PDF(Pubmed)
Abstract:
Repair of DNA double-strand breaks (DSBs) elicits three-dimensional (3D) chromatin topological changes. A recent finding reveals that 53BP1 assembles into a 3D chromatin topology pattern around DSBs. How this formation of a higher-order structure is configured and regulated remains enigmatic. Here, we report that SLFN5 is a critical factor for 53BP1 topological arrangement at DSBs. Using super-resolution imaging, we find that SLFN5 binds to 53BP1 chromatin domains to assemble a higher-order microdomain architecture by driving damaged chromatin dynamics at both DSBs and deprotected telomeres. Mechanistically, we propose that 53BP1 topology is shaped by two processes: (1) chromatin mobility driven by the SLFN5-LINC-microtubule axis and (2) the assembly of 53BP1 oligomers mediated by SLFN5. In mammals, SLFN5 deficiency disrupts the DSB repair topology and impairs non-homologous end joining, telomere fusions, class switch recombination, and sensitivity to poly (ADP-ribose) polymerase inhibitor. We establish a molecular mechanism that shapes higher-order chromatin topologies to safeguard genomic stability.
摘要:
DNA双链断裂(DSB)的修复引起三维(3D)染色质拓扑变化。
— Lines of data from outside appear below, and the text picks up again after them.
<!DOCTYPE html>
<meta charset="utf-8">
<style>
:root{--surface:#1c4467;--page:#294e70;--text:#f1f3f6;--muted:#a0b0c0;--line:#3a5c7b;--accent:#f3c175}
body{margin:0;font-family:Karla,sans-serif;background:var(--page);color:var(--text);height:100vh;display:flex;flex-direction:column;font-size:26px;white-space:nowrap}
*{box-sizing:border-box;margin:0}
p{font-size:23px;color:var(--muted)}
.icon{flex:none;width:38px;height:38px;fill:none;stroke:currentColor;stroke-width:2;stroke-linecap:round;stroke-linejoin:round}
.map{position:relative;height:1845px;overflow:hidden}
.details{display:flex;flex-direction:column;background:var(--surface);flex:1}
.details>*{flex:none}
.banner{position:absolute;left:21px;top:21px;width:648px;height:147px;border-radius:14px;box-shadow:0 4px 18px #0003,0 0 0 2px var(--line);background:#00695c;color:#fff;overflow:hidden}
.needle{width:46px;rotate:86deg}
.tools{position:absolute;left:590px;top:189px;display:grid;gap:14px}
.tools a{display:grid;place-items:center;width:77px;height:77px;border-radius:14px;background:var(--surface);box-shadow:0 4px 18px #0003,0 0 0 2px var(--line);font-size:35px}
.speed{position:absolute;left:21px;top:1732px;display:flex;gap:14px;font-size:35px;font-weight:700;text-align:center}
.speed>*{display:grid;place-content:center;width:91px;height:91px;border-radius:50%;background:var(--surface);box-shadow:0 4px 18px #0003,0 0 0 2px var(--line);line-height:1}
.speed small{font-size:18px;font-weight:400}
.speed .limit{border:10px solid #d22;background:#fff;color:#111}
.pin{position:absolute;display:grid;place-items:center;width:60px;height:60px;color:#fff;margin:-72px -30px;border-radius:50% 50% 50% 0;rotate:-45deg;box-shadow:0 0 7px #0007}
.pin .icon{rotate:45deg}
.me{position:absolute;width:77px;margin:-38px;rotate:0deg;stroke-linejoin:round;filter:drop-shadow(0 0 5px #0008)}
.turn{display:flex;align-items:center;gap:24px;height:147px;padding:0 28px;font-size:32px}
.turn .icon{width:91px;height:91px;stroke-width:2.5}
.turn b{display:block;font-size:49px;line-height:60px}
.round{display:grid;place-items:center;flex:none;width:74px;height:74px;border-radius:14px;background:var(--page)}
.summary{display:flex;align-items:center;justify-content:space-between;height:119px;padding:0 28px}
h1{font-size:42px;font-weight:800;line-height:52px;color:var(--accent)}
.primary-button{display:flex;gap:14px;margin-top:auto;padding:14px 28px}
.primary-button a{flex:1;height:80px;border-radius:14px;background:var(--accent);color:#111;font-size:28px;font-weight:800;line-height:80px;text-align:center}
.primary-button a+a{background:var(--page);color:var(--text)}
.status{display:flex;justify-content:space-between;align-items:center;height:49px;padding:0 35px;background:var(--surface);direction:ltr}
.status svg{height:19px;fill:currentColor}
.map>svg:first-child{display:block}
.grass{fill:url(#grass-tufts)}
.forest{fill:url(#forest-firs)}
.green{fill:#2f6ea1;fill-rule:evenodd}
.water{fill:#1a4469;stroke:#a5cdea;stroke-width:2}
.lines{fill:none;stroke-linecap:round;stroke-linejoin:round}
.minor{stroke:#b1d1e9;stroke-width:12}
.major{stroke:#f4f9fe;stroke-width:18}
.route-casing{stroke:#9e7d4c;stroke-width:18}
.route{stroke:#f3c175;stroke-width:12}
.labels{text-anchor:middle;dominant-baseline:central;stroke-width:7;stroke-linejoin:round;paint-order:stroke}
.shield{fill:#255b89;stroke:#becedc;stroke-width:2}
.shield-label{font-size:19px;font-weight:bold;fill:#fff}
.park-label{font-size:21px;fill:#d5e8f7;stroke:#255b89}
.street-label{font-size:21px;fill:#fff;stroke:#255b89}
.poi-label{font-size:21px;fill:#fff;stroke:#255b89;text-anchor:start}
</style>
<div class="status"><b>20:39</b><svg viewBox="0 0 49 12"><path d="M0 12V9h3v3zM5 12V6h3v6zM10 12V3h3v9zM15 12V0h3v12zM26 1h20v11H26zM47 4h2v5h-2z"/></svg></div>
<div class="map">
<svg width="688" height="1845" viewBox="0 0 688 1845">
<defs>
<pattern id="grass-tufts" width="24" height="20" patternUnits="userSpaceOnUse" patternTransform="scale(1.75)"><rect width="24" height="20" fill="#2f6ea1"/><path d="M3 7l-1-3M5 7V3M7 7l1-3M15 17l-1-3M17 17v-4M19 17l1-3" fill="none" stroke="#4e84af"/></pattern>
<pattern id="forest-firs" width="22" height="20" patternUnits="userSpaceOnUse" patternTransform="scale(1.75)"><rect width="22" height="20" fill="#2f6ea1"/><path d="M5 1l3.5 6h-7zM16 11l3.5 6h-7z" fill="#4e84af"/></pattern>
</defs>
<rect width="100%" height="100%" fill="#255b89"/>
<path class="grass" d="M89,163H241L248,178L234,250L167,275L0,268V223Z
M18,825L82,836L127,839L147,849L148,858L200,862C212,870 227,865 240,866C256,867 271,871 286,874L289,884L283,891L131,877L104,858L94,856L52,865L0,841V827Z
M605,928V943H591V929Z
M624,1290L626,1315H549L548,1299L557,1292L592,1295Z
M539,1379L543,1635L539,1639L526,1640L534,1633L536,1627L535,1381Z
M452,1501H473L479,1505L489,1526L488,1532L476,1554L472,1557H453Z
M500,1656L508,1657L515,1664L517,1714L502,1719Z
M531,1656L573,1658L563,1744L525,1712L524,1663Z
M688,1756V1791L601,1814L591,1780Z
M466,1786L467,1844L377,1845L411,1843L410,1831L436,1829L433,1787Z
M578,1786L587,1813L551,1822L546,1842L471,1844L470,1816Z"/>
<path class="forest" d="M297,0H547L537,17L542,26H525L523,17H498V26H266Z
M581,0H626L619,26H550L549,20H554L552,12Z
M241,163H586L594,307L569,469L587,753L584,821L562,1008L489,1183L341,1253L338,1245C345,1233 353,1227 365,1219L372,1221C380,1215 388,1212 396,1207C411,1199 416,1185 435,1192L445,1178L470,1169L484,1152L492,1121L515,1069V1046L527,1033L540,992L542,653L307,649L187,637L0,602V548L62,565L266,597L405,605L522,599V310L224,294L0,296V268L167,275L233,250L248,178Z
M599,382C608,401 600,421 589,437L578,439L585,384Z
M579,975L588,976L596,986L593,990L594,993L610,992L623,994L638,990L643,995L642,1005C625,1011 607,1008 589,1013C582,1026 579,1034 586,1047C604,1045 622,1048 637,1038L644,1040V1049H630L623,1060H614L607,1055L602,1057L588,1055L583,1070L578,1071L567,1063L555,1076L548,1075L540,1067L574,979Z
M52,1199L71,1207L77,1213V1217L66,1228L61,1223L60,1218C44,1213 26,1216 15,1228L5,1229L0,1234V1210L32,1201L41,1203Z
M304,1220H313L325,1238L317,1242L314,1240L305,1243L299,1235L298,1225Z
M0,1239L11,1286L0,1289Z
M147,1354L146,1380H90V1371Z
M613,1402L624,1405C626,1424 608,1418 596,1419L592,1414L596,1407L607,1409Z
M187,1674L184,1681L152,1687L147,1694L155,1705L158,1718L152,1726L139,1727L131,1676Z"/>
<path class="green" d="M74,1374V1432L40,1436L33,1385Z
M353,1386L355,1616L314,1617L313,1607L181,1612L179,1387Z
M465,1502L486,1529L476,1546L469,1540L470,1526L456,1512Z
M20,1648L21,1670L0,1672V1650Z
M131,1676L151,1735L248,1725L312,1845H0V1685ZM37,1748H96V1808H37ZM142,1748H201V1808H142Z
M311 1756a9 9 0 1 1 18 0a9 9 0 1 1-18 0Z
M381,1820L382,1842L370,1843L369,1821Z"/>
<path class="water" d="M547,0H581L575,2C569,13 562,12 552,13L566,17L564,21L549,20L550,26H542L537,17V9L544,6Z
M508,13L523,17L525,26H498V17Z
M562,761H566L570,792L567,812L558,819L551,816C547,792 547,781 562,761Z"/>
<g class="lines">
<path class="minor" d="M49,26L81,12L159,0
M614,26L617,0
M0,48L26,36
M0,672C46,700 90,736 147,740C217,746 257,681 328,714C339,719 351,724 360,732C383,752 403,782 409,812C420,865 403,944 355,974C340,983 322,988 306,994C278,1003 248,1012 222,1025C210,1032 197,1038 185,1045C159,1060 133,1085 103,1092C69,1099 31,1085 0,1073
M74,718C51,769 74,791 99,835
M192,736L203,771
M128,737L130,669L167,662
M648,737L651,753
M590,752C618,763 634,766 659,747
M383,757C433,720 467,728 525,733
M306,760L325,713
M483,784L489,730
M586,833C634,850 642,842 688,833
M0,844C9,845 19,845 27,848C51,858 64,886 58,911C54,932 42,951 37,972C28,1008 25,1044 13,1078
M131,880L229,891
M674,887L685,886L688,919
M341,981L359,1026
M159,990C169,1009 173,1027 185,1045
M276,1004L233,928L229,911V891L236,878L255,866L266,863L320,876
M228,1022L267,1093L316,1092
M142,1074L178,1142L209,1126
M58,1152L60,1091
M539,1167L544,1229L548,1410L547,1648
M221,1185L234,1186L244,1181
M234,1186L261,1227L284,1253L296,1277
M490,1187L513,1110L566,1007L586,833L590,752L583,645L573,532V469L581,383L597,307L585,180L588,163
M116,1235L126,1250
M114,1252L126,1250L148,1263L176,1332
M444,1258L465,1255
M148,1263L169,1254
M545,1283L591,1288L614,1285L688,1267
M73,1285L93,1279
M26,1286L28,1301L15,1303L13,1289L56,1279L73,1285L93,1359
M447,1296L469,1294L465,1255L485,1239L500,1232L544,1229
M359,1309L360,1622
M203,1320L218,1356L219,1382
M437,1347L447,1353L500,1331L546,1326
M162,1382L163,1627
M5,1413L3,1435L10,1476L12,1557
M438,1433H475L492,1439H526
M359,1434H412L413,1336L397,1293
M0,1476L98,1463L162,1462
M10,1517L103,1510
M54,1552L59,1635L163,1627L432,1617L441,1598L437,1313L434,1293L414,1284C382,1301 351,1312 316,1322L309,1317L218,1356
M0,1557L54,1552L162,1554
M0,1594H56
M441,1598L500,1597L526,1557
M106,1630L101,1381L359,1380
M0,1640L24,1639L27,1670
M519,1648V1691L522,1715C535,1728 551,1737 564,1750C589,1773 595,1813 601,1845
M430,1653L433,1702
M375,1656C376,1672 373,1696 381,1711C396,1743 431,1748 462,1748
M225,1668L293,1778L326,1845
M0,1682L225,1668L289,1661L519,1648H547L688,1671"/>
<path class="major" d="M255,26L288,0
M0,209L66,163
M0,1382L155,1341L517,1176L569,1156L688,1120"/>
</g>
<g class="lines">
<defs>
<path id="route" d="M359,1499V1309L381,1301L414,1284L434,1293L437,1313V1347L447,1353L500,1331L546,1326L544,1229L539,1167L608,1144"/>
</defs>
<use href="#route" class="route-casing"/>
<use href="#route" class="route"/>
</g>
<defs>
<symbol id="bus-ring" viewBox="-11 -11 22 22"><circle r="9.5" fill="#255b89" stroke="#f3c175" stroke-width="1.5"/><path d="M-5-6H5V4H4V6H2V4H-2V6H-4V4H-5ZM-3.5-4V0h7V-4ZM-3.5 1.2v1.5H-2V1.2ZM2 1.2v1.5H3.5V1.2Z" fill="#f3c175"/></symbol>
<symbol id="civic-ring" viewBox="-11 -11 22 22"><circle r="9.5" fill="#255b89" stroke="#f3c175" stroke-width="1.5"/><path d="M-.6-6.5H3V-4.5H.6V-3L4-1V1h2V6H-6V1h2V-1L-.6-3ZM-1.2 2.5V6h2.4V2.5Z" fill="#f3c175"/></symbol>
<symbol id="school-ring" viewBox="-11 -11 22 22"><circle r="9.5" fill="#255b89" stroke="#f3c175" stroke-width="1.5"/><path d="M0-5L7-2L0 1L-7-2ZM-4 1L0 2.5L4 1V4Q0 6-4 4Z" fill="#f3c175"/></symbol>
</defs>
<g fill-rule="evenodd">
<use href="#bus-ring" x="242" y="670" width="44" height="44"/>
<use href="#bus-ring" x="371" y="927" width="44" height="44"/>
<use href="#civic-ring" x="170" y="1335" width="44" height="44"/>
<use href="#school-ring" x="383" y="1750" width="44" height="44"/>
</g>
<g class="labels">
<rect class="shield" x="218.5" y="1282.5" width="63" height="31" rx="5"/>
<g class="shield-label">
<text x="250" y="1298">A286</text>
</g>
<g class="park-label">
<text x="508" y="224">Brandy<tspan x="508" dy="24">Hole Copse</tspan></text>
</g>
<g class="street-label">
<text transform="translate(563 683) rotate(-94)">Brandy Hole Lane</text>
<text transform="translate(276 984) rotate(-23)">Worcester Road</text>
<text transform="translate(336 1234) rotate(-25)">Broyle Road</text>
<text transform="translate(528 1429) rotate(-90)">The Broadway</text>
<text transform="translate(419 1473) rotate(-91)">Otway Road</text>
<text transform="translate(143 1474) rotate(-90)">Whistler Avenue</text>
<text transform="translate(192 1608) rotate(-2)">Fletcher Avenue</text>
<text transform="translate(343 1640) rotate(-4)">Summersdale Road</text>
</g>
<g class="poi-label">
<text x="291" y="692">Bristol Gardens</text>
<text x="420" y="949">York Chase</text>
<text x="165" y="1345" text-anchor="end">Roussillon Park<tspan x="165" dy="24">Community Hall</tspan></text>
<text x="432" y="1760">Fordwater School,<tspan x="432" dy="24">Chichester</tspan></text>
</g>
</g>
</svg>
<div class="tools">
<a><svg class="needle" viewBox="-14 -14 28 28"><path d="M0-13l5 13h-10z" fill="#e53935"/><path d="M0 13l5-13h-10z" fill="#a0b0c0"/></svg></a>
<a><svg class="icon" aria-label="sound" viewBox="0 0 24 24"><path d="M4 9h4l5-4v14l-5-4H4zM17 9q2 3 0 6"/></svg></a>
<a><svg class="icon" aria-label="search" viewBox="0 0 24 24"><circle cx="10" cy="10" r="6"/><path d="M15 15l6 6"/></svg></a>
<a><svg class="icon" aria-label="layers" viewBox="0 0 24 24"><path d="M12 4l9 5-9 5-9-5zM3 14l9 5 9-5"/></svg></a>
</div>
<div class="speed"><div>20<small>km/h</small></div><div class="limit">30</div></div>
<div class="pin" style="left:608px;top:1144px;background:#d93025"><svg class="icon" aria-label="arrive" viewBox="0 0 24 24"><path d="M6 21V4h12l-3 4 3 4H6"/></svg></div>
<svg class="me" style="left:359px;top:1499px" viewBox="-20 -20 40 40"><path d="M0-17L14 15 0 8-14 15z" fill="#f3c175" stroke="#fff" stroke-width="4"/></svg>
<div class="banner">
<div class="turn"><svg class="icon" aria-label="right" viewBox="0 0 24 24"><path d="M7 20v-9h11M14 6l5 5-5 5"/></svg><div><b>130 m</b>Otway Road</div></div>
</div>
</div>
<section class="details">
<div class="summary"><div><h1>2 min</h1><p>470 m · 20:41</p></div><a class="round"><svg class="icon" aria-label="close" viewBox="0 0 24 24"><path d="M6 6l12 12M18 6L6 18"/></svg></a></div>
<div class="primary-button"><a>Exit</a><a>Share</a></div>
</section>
最近的发现表明,53BP1在DSB周围组装成3D染色质拓扑模式。如何配置和调节这种高阶结构的形成仍然是一个谜。这里,我们报告说,SLFN5是DSB上53BP1拓扑排列的关键因素。使用超分辨率成像,我们发现,SLFN5结合53BP1染色质结构域,通过驱动DSB和去保护端粒上受损的染色质动力学来组装高阶微域结构。机械上,我们认为53BP1拓扑结构由两个过程形成:(1)由SLFN5-LINC微管轴驱动的染色质迁移率和(2)由SLFN5介导的53BP1寡聚体的组装。在哺乳动物中,SLFN5缺陷破坏DSB修复拓扑结构并损害非同源末端连接,端粒融合,类开关重组,和对聚(ADP-核糖)聚合酶抑制剂的敏感性。我们建立了一种形成高阶染色质拓扑结构的分子机制,以保护基因组的稳定性。